Title: Catalysts for Reform: a university.schools partnership in northwest Washington Institution: Western Washington University PI: Dr. Scott Linneman (WWU Geology and Science Education) Co-PI: Ms. Sandra Austin (Nooksack Valley School District); Ms. Susan Bergman (Mount Vernon School District); Dr. Alejandro Acevedo-Gutierrez (WWU Biology and Science Education); Dr.
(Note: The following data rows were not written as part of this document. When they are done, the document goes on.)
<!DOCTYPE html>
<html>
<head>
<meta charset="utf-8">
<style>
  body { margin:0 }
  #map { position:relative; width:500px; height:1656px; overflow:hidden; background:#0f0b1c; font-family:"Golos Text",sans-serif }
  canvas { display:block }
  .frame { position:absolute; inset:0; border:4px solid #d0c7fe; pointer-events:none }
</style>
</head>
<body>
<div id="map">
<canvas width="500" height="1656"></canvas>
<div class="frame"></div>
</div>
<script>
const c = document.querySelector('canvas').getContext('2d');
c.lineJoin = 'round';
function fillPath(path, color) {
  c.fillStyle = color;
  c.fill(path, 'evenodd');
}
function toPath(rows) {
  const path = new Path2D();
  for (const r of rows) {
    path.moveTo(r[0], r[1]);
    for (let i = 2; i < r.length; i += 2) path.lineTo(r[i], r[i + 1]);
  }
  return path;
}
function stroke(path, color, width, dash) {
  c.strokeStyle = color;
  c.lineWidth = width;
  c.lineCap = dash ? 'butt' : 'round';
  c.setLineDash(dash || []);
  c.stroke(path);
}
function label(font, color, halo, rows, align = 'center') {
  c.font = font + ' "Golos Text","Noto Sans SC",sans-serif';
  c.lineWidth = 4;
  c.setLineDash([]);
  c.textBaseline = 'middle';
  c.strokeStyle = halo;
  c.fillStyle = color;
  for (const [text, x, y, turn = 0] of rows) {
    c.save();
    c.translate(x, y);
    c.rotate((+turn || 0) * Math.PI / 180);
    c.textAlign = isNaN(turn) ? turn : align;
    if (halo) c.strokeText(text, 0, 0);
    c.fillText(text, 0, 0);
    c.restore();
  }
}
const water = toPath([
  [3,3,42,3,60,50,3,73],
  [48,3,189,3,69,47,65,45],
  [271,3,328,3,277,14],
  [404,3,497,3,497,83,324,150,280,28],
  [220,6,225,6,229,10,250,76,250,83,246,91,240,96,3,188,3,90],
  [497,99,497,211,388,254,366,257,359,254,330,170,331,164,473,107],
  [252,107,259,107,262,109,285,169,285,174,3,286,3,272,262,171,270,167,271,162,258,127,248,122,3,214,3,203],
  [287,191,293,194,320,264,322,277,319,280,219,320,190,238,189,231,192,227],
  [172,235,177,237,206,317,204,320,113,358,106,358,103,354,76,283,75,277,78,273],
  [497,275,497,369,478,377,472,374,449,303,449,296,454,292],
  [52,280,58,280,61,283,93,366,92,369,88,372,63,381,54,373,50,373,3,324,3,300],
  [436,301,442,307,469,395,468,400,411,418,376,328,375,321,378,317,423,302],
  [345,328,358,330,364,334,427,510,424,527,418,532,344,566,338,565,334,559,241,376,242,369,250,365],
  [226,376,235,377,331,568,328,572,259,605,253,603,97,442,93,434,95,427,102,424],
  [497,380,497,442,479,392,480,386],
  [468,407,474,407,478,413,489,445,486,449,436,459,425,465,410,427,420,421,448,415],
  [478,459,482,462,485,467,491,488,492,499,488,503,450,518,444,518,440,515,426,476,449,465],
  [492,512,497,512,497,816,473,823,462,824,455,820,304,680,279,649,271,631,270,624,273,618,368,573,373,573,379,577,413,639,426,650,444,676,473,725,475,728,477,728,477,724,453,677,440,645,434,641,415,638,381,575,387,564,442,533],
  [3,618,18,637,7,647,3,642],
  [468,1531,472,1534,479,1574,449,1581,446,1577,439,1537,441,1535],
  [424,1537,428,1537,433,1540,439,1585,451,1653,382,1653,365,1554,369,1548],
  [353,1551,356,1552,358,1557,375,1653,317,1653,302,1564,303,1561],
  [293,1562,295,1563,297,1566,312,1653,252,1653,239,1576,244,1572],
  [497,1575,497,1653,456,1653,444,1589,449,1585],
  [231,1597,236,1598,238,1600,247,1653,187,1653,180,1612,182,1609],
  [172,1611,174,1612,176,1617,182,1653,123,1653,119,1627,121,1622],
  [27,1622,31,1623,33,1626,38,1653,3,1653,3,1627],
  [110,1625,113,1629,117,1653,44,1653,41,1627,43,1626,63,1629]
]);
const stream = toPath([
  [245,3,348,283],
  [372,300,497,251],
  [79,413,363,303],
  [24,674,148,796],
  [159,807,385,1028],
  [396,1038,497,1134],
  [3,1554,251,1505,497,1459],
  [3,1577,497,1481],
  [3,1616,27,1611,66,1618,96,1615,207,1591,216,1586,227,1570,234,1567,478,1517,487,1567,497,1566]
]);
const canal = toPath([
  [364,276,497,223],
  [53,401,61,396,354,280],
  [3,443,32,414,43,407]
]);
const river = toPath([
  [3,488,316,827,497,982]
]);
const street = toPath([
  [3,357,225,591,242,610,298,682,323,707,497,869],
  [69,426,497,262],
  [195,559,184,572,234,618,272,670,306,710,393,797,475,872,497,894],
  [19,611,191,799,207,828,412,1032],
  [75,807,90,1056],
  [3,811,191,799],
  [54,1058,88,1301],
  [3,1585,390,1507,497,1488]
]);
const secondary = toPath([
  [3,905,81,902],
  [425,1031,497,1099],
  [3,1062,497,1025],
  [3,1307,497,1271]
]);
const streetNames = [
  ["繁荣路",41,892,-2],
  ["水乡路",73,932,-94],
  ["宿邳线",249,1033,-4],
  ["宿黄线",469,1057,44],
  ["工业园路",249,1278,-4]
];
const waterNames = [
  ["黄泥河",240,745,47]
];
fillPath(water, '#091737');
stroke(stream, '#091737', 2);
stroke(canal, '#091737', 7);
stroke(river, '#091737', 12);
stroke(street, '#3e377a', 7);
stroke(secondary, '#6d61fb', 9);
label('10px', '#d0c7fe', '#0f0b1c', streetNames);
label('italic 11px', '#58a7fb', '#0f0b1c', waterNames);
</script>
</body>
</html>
Gisele Muller-Parker (WWU Biology) Number of Fellows/year: 9 Graduate and 4 Advanced Undergraduate School District Partners: Bellingham School District, Lummi Tribal School, Mount Vernon School District, Nooksack Valley School District Target Grade Band: Middle School (Grades 7 and 8) Setting: Rural NSF Supported Disciplines Involved: Biology, Chemistry, Geology, and Physics
Narrative Summary: Catalysts for Reform will partner nine science graduate students, four advanced undergraduates, and eight science faculty from Western Washington University with 25 middle school science teachers from four neighboring school districts to improve learning in middle school science among diverse student populations.
Intellectual Merit: Catalysts for Reform will explore how to best use masters-level graduate students and advanced undergraduates from biology, chemistry, geology, and physics/astronomy departments to achieve improved middle school science teaching and learning through support of systemic reform. The thinking to Learn. Institute model will be evaluated as a means to provide university disciplinary students with research-based teaching strategies through careful research protocols. The impact of the institutes and workshops on pedagogical content knowledge on teacher knowledge and practice, curriculum selection and implementation, and ultimately on middle school student science performance will also be studied.
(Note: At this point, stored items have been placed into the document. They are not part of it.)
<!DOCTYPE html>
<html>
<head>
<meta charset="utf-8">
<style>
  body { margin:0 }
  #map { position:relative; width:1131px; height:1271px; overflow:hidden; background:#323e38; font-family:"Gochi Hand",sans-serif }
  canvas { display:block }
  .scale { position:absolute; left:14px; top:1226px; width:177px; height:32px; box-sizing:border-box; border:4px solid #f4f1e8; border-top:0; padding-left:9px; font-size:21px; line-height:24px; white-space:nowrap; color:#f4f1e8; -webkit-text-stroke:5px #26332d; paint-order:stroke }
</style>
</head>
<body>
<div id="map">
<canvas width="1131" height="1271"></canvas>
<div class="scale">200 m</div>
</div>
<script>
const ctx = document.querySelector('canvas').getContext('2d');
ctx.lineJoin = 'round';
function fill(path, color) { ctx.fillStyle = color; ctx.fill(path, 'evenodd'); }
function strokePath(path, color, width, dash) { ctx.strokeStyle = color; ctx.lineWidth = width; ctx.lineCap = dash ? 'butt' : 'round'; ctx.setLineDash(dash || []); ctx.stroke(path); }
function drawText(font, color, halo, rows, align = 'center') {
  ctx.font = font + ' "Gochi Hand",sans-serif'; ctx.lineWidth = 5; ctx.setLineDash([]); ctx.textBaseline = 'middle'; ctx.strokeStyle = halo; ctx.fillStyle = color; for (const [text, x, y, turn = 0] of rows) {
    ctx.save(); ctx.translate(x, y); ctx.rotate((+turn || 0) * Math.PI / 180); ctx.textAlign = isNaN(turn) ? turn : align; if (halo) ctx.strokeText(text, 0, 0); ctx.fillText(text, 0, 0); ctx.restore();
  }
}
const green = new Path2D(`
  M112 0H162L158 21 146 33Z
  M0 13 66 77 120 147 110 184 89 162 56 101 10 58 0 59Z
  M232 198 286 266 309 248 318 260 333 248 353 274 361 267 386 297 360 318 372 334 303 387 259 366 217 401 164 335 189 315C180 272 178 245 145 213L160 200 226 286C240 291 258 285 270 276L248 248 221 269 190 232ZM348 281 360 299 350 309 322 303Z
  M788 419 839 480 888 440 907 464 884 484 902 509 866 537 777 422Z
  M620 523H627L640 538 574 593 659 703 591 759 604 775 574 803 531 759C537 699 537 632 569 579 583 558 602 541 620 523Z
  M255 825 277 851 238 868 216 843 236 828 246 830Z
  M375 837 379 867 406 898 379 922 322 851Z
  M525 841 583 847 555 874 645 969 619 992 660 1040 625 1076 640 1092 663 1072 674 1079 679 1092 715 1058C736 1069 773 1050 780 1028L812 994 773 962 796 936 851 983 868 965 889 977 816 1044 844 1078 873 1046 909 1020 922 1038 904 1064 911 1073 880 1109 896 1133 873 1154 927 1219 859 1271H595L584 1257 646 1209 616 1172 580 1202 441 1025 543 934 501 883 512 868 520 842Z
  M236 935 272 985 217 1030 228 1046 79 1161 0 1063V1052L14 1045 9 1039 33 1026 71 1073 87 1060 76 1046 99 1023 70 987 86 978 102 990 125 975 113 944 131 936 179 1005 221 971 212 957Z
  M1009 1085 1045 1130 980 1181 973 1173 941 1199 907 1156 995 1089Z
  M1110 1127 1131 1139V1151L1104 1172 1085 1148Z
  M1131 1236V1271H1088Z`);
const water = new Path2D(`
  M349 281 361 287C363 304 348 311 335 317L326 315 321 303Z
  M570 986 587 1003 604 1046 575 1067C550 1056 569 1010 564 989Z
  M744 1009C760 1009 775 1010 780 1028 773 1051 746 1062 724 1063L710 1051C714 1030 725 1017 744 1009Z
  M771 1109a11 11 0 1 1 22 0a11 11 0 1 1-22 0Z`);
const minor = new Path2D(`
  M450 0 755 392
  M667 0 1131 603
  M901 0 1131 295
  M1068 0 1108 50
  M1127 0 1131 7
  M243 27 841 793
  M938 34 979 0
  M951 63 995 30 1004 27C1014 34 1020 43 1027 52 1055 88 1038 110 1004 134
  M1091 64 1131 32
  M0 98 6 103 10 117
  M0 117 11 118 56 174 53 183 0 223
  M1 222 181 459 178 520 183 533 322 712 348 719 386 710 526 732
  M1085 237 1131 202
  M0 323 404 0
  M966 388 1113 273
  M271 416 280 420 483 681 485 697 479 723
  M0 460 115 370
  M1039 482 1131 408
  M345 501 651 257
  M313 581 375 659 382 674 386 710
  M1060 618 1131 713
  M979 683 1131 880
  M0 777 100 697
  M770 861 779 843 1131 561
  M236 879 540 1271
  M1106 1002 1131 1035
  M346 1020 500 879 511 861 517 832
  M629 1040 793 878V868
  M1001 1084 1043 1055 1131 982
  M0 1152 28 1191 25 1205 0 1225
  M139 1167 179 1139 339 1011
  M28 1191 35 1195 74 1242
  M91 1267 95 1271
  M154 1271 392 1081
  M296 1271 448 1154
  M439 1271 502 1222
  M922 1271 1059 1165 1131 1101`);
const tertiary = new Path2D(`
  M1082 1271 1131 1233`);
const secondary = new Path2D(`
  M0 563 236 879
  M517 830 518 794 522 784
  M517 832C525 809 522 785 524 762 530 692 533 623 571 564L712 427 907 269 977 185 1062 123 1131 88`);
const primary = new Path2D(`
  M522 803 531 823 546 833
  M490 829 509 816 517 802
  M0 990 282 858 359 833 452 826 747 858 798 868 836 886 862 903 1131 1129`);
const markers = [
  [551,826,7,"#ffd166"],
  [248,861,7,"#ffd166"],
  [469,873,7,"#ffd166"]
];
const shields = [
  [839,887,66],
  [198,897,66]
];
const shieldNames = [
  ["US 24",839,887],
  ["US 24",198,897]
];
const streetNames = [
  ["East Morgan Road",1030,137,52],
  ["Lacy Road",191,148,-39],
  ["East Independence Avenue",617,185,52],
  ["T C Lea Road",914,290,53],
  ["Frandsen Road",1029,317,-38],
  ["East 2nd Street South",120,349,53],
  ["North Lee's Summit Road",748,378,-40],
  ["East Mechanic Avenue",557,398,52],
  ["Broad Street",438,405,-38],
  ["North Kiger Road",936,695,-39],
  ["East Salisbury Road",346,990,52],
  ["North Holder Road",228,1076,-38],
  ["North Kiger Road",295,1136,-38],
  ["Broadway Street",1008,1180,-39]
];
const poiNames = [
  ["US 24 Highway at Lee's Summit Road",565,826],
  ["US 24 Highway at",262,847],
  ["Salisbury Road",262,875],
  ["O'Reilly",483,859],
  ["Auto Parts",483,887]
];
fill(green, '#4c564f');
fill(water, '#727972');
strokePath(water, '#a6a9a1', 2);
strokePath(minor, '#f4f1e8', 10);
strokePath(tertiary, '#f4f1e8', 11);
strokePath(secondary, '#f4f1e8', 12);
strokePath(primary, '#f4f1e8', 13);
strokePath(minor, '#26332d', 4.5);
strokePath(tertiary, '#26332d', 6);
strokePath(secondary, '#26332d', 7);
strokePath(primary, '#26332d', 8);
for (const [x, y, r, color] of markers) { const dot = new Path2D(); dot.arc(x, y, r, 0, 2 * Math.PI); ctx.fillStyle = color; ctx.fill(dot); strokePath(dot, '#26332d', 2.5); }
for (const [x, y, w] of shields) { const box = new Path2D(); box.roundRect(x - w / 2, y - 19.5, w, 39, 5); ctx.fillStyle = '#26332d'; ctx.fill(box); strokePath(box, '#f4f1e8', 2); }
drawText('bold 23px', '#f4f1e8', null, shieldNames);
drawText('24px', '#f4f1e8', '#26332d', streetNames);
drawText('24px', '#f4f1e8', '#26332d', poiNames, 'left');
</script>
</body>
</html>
Broader Impacts: The project will provide a national example of how graduate and advanced undergraduate students from multiple disciplines in a master.s degree granting regional university can acquire and apply research-based teaching strategies. Participants will have a systemic impact resulting in improved middle school student science learning and teacher content and pedagogical knowledge and practice in schools with high populations of Native American and Hispanic children. As a result of involvement of science faculty, the project will have a sustainable impact on undergraduate and graduate science teaching and learning. The Thinking to Learn. Institute, which will be embedded into the graduate science curriculum, is an innovative and replicable model for all higher education institutions. This project is receiving partial support from funds from the Directorate of Geosciences.